2 Disadvantages of LIFO Valuation Method

  1. Like FIFO, use of LIFO can get clumsy, complex and difficult to manage the inventory and respective prices of each batch if entity places many order for goods that have fluctuating price. Thus prone to more errors as well.
  2. Unlike FIFO it does not correspond with the normal physical flow of inventory. Usually whatever is produced/purchased first is used or consumed first. But LIFO takes the opposite approach which may not be suitable for certain industries. For example in case of perishable goods, entity will sell the oldest goods first so that old piles don’t get rotten while new batches can still have some more days of shelf life.
  3. Major issue with LIFO method is that it understates the value of ending inventory. This provides little to no cushion for struggling businesses as use of LIFO valuation method may seriously depress profit figures also. Thus giving no opportunity of balancing out the effect of rising expenses because of inflation.
  4. Inventories are valued on the basis of oldest units in the warehouse and such prices might be irrelevant and unreliable by the period end for any analysis and decision making purposes.
  5. Although entity may take benefits of tax savings and smaller dividend payout, but problems may outweigh the benefits in the long run. Just because of LIFO valuation, for prospective investors entity will appear under-performing and will lose to its competitors especially if others are using FIFO method to value their inventory related costs.

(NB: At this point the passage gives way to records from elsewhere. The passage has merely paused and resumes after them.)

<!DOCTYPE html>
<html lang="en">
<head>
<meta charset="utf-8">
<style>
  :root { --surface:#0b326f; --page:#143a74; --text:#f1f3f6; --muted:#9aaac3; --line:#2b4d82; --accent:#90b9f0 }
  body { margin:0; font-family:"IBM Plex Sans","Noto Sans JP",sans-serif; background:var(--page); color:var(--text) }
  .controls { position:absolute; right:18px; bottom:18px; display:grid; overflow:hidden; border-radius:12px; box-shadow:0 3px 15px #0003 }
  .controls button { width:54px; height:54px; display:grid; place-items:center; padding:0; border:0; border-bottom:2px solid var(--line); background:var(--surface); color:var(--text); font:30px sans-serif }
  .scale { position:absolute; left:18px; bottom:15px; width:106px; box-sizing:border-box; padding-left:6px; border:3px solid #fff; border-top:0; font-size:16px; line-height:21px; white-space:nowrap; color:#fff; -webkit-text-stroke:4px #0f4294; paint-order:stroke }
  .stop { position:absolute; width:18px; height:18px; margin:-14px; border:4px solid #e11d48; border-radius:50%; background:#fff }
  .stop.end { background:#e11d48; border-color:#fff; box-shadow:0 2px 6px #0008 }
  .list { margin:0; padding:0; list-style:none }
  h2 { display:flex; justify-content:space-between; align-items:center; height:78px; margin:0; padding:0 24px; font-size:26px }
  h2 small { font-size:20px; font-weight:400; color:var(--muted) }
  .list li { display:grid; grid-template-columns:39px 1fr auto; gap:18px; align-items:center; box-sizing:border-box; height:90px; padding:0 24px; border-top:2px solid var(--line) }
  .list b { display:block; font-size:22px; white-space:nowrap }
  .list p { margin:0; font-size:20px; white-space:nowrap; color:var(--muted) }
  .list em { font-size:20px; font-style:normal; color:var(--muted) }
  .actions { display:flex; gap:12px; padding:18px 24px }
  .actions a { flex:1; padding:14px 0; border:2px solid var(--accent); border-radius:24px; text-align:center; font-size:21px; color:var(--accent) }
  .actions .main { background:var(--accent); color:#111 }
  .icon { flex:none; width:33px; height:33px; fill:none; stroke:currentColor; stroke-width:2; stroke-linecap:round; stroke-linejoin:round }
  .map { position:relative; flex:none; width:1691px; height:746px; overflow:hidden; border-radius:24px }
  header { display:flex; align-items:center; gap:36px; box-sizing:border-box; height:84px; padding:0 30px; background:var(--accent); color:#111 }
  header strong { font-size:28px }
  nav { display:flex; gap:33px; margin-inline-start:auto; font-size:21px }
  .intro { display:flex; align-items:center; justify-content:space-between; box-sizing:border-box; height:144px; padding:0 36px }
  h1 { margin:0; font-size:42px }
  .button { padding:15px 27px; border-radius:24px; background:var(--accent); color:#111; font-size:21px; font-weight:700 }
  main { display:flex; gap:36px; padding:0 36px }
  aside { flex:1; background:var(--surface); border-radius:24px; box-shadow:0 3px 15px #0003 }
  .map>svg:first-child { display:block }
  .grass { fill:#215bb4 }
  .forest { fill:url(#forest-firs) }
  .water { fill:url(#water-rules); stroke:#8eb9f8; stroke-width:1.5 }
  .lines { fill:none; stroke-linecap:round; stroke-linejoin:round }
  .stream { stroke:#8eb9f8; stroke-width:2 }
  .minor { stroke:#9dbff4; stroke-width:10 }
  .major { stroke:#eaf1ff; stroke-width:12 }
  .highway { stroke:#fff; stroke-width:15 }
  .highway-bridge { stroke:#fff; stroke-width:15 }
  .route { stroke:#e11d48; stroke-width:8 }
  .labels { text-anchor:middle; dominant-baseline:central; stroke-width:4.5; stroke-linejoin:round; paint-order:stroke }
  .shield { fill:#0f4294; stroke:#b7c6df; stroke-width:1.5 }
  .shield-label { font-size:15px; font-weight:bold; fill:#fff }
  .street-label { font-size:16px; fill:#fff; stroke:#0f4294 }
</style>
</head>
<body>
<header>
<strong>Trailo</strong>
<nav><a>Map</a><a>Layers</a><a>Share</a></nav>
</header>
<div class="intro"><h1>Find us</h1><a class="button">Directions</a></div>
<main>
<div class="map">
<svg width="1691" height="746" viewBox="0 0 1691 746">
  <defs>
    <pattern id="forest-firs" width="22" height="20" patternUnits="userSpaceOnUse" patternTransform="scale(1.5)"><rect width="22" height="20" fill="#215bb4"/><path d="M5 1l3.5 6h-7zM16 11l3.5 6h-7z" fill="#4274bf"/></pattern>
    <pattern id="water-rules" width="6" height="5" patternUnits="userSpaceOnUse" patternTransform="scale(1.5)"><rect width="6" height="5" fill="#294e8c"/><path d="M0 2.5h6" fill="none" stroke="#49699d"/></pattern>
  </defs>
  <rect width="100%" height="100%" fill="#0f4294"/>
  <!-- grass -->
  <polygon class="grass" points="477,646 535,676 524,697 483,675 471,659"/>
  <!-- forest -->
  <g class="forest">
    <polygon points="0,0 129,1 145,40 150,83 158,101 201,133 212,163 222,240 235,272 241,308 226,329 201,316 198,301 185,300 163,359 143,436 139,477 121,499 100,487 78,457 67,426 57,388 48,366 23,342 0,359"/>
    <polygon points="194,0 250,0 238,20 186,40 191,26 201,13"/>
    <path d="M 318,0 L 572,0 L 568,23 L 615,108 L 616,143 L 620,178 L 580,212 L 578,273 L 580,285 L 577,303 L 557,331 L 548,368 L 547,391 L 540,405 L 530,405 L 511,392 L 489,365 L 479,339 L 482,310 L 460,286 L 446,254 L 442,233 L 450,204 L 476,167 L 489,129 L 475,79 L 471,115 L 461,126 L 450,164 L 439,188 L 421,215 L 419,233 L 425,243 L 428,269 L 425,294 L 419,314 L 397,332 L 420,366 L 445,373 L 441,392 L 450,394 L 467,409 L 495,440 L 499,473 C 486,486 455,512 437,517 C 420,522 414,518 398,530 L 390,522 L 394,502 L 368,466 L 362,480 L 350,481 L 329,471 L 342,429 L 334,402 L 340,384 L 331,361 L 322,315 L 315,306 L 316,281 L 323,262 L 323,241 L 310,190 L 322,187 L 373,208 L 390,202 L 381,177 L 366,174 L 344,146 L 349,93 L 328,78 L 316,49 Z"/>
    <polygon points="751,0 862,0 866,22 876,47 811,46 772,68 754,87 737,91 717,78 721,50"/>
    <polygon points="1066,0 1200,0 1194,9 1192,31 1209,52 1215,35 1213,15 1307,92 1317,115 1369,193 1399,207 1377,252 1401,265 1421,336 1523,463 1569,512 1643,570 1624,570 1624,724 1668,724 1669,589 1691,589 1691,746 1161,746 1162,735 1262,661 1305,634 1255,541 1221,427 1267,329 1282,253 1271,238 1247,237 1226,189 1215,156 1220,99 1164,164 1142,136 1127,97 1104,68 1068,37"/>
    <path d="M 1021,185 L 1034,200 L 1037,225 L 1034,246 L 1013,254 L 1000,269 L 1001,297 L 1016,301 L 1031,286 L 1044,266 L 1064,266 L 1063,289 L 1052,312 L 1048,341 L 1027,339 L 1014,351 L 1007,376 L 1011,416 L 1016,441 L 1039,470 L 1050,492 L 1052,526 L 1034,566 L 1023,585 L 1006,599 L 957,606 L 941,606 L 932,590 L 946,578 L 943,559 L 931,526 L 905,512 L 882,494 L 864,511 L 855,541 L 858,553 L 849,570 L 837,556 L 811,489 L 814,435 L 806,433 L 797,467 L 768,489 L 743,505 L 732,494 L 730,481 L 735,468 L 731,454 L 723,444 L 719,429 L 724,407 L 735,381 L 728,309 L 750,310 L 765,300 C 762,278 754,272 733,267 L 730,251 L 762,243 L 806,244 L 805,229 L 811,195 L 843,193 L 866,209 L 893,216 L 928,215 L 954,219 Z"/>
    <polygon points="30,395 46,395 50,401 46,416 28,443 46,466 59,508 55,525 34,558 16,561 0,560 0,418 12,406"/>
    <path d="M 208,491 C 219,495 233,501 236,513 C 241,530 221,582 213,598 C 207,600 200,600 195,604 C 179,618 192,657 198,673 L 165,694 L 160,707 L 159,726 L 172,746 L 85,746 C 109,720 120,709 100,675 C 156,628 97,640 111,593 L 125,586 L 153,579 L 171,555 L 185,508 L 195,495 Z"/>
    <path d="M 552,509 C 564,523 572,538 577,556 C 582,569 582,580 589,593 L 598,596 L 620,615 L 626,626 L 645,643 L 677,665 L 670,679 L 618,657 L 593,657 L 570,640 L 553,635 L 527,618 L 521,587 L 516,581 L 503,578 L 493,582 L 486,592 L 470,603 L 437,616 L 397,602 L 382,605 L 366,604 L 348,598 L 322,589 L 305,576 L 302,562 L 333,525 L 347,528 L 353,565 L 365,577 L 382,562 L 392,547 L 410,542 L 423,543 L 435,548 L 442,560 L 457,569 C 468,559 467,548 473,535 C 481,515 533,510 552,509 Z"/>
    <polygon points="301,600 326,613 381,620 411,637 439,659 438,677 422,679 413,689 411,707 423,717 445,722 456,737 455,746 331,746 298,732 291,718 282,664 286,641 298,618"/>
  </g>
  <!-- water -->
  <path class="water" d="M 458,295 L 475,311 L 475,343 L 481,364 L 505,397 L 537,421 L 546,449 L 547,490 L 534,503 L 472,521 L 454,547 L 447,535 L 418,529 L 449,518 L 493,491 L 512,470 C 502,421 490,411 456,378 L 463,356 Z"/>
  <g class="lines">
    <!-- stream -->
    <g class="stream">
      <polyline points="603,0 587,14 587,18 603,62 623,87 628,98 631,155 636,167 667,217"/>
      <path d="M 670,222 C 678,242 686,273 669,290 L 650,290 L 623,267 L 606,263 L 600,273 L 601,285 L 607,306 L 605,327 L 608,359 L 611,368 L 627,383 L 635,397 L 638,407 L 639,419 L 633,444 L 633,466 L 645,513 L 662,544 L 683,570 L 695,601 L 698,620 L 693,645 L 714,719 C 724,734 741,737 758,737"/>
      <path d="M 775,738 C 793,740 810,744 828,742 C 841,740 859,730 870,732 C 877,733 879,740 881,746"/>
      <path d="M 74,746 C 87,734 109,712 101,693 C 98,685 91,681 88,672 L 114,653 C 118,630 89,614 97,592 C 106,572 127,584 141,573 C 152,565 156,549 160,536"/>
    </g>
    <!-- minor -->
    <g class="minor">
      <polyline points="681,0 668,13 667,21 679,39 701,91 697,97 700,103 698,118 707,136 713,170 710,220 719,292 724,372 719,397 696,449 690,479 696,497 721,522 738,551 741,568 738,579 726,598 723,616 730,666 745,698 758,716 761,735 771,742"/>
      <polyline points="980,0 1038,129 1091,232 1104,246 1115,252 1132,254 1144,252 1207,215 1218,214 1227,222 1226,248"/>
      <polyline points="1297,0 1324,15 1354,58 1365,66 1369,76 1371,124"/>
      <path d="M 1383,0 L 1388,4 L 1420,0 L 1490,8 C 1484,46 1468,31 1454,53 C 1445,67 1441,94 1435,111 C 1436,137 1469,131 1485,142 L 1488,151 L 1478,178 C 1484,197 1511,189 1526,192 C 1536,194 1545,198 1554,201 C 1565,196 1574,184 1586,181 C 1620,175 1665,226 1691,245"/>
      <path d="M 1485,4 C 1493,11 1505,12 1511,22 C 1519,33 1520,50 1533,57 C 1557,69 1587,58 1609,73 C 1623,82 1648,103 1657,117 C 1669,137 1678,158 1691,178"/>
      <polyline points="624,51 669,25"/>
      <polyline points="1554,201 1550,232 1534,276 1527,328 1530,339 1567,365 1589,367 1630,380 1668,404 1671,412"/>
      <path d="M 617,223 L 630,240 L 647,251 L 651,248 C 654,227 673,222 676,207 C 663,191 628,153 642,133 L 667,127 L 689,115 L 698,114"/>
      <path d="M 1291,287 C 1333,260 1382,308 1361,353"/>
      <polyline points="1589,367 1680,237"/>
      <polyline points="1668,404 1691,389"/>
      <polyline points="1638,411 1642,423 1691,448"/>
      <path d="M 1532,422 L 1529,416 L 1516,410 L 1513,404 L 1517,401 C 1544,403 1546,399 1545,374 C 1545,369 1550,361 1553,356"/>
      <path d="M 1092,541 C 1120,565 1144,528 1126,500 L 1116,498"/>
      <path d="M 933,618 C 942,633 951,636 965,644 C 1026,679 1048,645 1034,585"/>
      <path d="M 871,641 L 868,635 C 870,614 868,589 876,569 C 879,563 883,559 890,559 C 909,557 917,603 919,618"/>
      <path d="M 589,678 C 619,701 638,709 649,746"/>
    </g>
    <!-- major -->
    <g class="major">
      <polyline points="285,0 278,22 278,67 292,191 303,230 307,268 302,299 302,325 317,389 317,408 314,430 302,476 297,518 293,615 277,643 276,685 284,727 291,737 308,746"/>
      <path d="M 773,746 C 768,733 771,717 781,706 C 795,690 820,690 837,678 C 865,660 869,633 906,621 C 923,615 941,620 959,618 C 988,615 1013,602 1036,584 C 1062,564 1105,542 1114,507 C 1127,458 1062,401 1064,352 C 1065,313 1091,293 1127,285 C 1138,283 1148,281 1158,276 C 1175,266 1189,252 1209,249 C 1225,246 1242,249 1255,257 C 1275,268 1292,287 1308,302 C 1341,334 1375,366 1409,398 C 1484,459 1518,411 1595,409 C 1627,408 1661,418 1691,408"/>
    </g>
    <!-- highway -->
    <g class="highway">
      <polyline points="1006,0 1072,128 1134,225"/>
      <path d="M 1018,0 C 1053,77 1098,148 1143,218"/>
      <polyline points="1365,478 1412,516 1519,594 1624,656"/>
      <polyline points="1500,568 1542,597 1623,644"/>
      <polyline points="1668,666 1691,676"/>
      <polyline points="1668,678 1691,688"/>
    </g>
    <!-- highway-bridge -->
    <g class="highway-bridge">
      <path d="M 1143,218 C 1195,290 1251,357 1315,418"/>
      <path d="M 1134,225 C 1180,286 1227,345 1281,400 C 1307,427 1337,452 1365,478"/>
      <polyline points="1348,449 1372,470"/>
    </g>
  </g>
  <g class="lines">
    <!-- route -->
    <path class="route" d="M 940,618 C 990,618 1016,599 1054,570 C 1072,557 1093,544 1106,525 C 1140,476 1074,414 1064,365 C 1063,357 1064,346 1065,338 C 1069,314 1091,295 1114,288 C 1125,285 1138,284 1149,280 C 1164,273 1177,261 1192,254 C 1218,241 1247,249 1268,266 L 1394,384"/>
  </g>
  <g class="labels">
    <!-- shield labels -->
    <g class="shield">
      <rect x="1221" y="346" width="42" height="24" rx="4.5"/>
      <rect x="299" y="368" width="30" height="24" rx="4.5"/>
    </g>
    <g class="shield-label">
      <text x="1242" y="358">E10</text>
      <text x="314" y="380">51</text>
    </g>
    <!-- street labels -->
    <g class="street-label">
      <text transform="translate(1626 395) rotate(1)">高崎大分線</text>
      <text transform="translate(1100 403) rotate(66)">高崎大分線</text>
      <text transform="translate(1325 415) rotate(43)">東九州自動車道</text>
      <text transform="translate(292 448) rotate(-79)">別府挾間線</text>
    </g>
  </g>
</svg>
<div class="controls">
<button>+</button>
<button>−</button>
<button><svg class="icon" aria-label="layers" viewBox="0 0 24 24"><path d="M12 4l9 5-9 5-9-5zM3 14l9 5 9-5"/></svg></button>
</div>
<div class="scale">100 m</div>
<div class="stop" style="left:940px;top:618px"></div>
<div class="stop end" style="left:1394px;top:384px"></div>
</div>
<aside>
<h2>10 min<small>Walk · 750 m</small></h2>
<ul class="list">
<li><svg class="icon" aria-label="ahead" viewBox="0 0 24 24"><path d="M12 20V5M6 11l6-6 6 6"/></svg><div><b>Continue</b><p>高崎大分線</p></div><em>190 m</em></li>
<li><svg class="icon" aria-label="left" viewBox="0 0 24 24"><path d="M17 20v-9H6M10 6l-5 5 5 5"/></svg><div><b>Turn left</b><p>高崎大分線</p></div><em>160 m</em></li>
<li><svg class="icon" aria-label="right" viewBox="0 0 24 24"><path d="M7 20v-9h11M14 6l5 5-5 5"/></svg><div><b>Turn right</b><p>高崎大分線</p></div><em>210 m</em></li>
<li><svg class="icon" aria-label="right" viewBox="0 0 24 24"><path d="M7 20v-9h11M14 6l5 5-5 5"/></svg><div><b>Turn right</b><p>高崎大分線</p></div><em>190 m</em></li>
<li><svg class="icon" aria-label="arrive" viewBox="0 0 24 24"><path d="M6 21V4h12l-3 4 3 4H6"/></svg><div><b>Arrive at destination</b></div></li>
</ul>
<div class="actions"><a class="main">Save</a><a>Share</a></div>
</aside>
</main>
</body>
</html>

  6. Majority of regulatory authorities including IFRSs and UK GAAPs prohibit use of LIFO for general purpose financial statements. The only exception is US GAAPs which is also conforming with International Accounting Standards and future of LIFO seems grim.
  7. As LIFO use may render understated ending inventory and overstated cost of sales, LIFO is prohibited by majority of taxation authorities. If entity is using LIFO method then it will require separate workings and documentation for tax liability calculations. Thus costing more resources.
  8. Management may feel more pressure if majority of inventory is procured at the beginning of the period under inflationary economy. This will cause the management to shift its procurement activities near the end of the period so that it can have better profits. But in some cases it might be impracticable. For example nature of product is such that it is only available by January, February or it is seasonal and not available round the year. Therefore, entity will have to acquire all the units only in that limited time.